- **TASK TO CARRY OUT**
Give the data below again exactly as it stands. Omit the pictures.

* * * * * * *

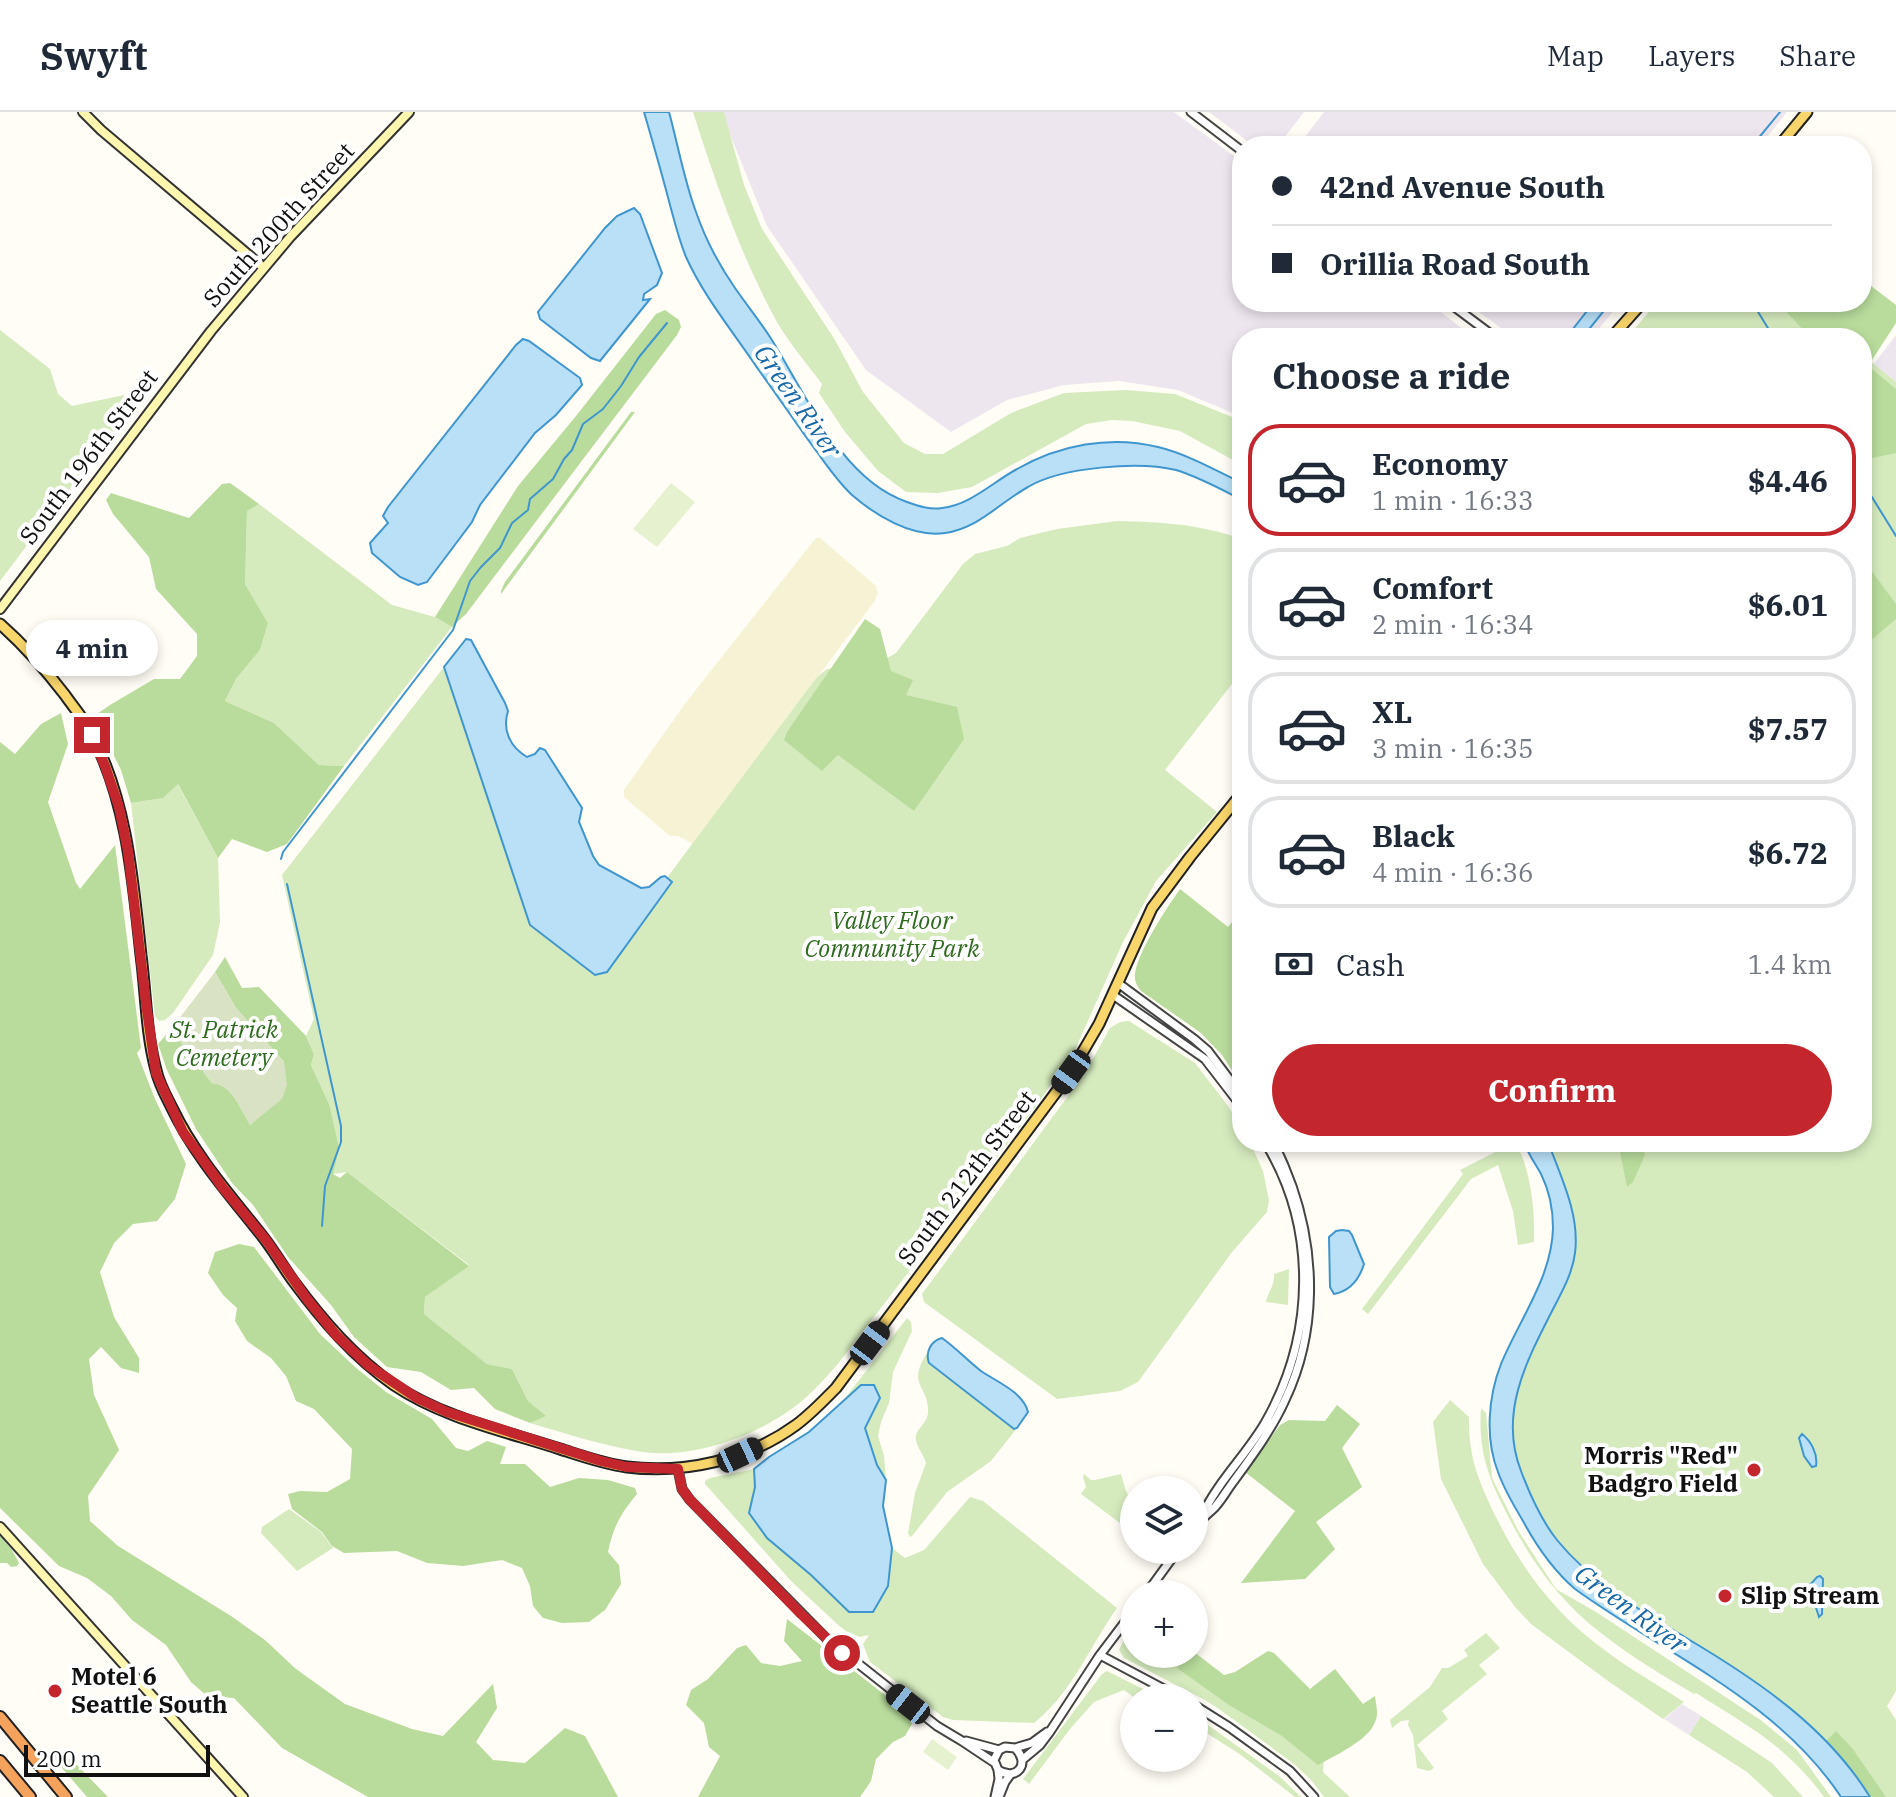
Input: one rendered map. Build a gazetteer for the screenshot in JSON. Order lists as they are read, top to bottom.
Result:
{
  "streets": {
    "main road": ["South 200th Street", "South 196th Street", "South 212th Street"]
  },
  "crossings": [
    ["South 200th Street", "South 196th Street"]
  ],
  "water": ["Green River"],
  "parks": ["Valley Floor Community Park", "St. Patrick Cemetery"],
  "places": ["Morris \"Red\" Badgro Field", "Slip Stream", "Motel 6 Seattle South"],
  "scale_bar": "200 m",
  "page": {
    "header": "Swyft",
    "nav": ["Map", "Layers", "Share"],
    "banner": ["42nd Avenue South", "Orillia Road South"],
    "heading": "Choose a ride",
    "list": [
      {
        "name": "Economy",
        "note": "1 min · 16:33",
        "value": "$4.46"
      },
      {
        "name": "Comfort",
        "note": "2 min · 16:34",
        "value": "$6.01"
      },
      {
        "name": "XL",
        "note": "3 min · 16:35",
        "value": "$7.57"
      },
      {
        "name": "Black",
        "note": "4 min · 16:36",
        "value": "$6.72"
      }
    ],
    "bubble": "4 min",
    "pay": ["Cash", "1.4 km"],
    "buttons": "Confirm",
    "map_buttons": ["+", "−"],
    "scale": "200 m"
  }
}
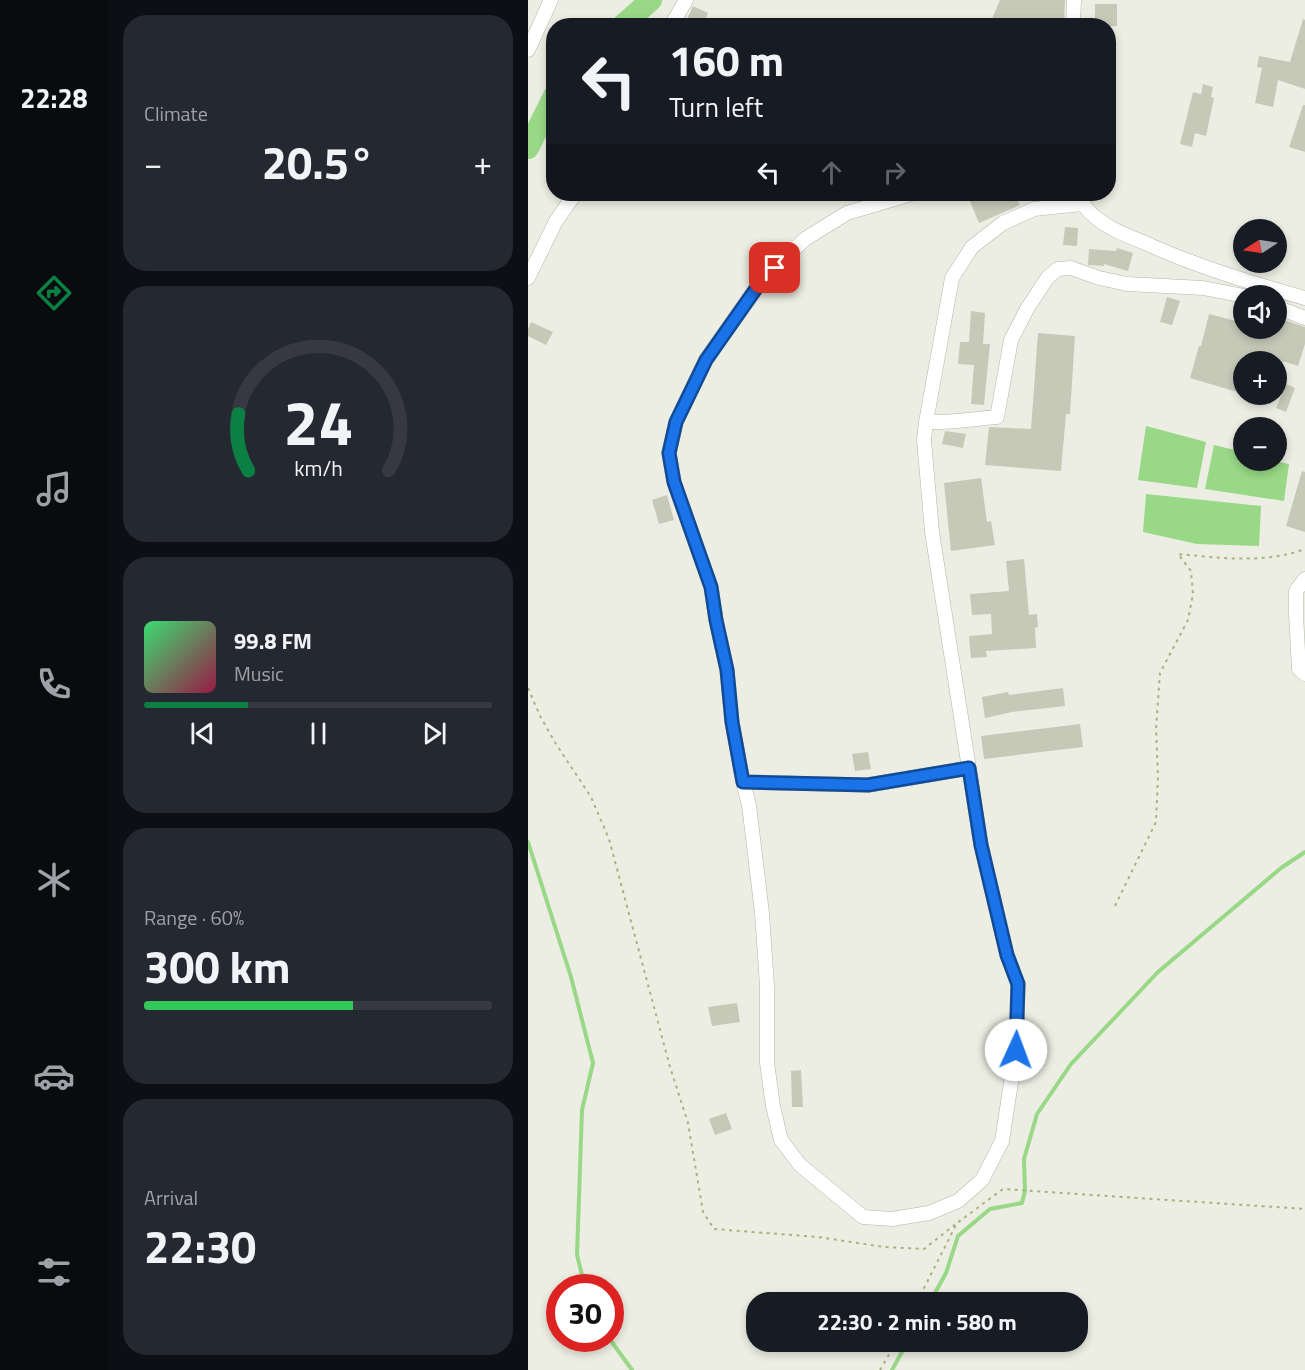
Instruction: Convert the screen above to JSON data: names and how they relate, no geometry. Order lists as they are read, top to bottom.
{
  "north": "left",
  "page": {
    "tabs": "22:28",
    "tile": [
      "Climate",
      ["Range · 60%", "300 km"],
      ["Arrival", "22:30"]
    ],
    "turn": ["160 m", "Turn left"],
    "heat": ["−", "20.5°", "+"],
    "map_buttons": ["+", "−"],
    "song": ["99.8 FM", "Music"],
    "limit": "30",
    "trip": "22:30 · 2 min · 580 m",
    "gauge": ["24", "km/h"]
  }
}
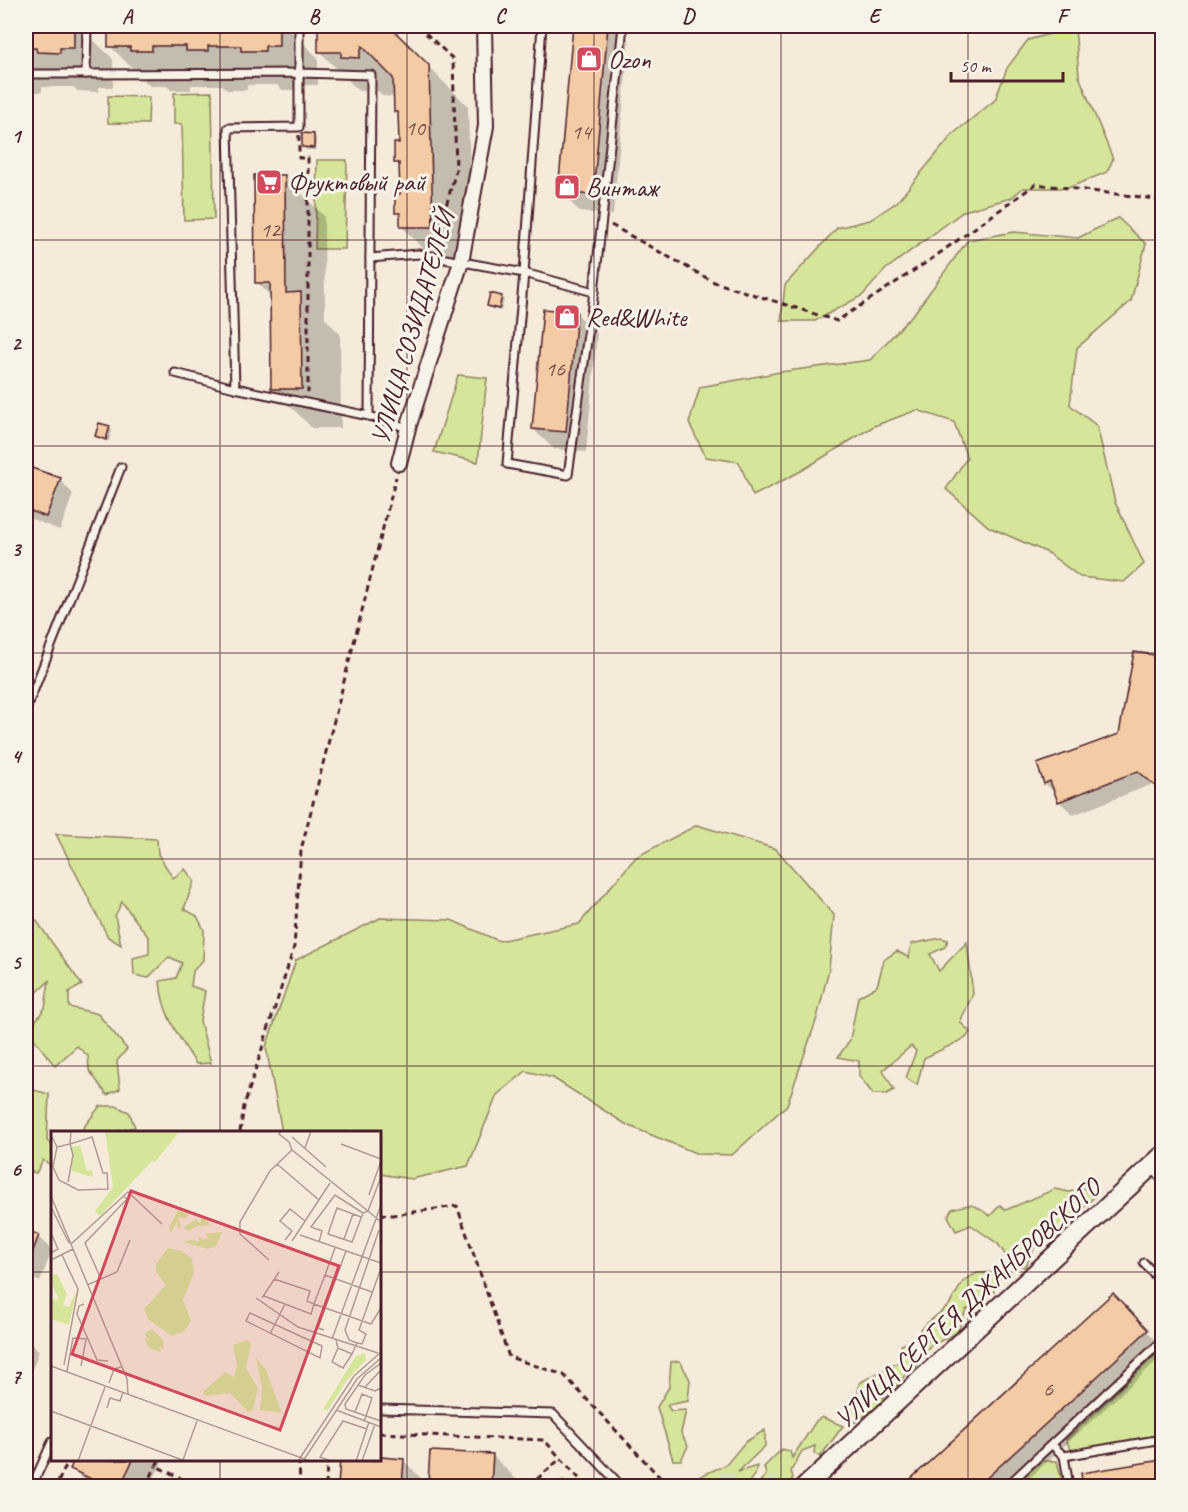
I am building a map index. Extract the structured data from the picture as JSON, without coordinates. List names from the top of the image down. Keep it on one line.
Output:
{"streets":{"street":["УЛИЦА СОЗИДАТЕЛЕЙ","УЛИЦА СЕРГЕЯ ДЖАНБРОВСКОГО"]},"places":{"shop":["Ozon","Винтаж","Red&White"],"supermarket":["Фруктовый рай"]},"house_numbers":["10","14","12","16","6"],"scale_bar":"50 m","grid":{"columns":["A","B","C","D","E","F"],"rows":["1","2","3","4","5","6","7"]}}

* * * * * * *

- **WRITTEN RESPONSE**
Input: one rendered map. Build a gazetteer for the screenshot in JSON. Order lists as they are read, top to bottom.
Result:
{
  "streets": {
    "main road": ["South 200th Street", "South 196th Street", "South 212th Street"]
  },
  "crossings": [
    ["South 200th Street", "South 196th Street"]
  ],
  "water": ["Green River"],
  "parks": ["Valley Floor Community Park", "St. Patrick Cemetery"],
  "places": ["Morris \"Red\" Badgro Field", "Slip Stream", "Motel 6 Seattle South"],
  "scale_bar": "200 m",
  "page": {
    "header": "Swyft",
    "nav": ["Map", "Layers", "Share"],
    "banner": ["42nd Avenue South", "Orillia Road South"],
    "heading": "Choose a ride",
    "list": [
      {
        "name": "Economy",
        "note": "1 min · 16:33",
        "value": "$4.46"
      },
      {
        "name": "Comfort",
        "note": "2 min · 16:34",
        "value": "$6.01"
      },
      {
        "name": "XL",
        "note": "3 min · 16:35",
        "value": "$7.57"
      },
      {
        "name": "Black",
        "note": "4 min · 16:36",
        "value": "$6.72"
      }
    ],
    "bubble": "4 min",
    "pay": ["Cash", "1.4 km"],
    "buttons": "Confirm",
    "map_buttons": ["+", "−"],
    "scale": "200 m"
  }
}
Instruction: Convert the screen above to JSON data: names and how they relate, no geometry. Order lists as they are read, top to bottom.
{
  "north": "left",
  "page": {
    "tabs": "22:28",
    "tile": [
      "Climate",
      ["Range · 60%", "300 km"],
      ["Arrival", "22:30"]
    ],
    "turn": ["160 m", "Turn left"],
    "heat": ["−", "20.5°", "+"],
    "map_buttons": ["+", "−"],
    "song": ["99.8 FM", "Music"],
    "limit": "30",
    "trip": "22:30 · 2 min · 580 m",
    "gauge": ["24", "km/h"]
  }
}
I am building a map index. Extract the structured data from the picture as JSON, without coordinates. List names from the top of the image down. Keep it on one line.
Output:
{"streets":{"street":["УЛИЦА СОЗИДАТЕЛЕЙ","УЛИЦА СЕРГЕЯ ДЖАНБРОВСКОГО"]},"places":{"shop":["Ozon","Винтаж","Red&White"],"supermarket":["Фруктовый рай"]},"house_numbers":["10","14","12","16","6"],"scale_bar":"50 m","grid":{"columns":["A","B","C","D","E","F"],"rows":["1","2","3","4","5","6","7"]}}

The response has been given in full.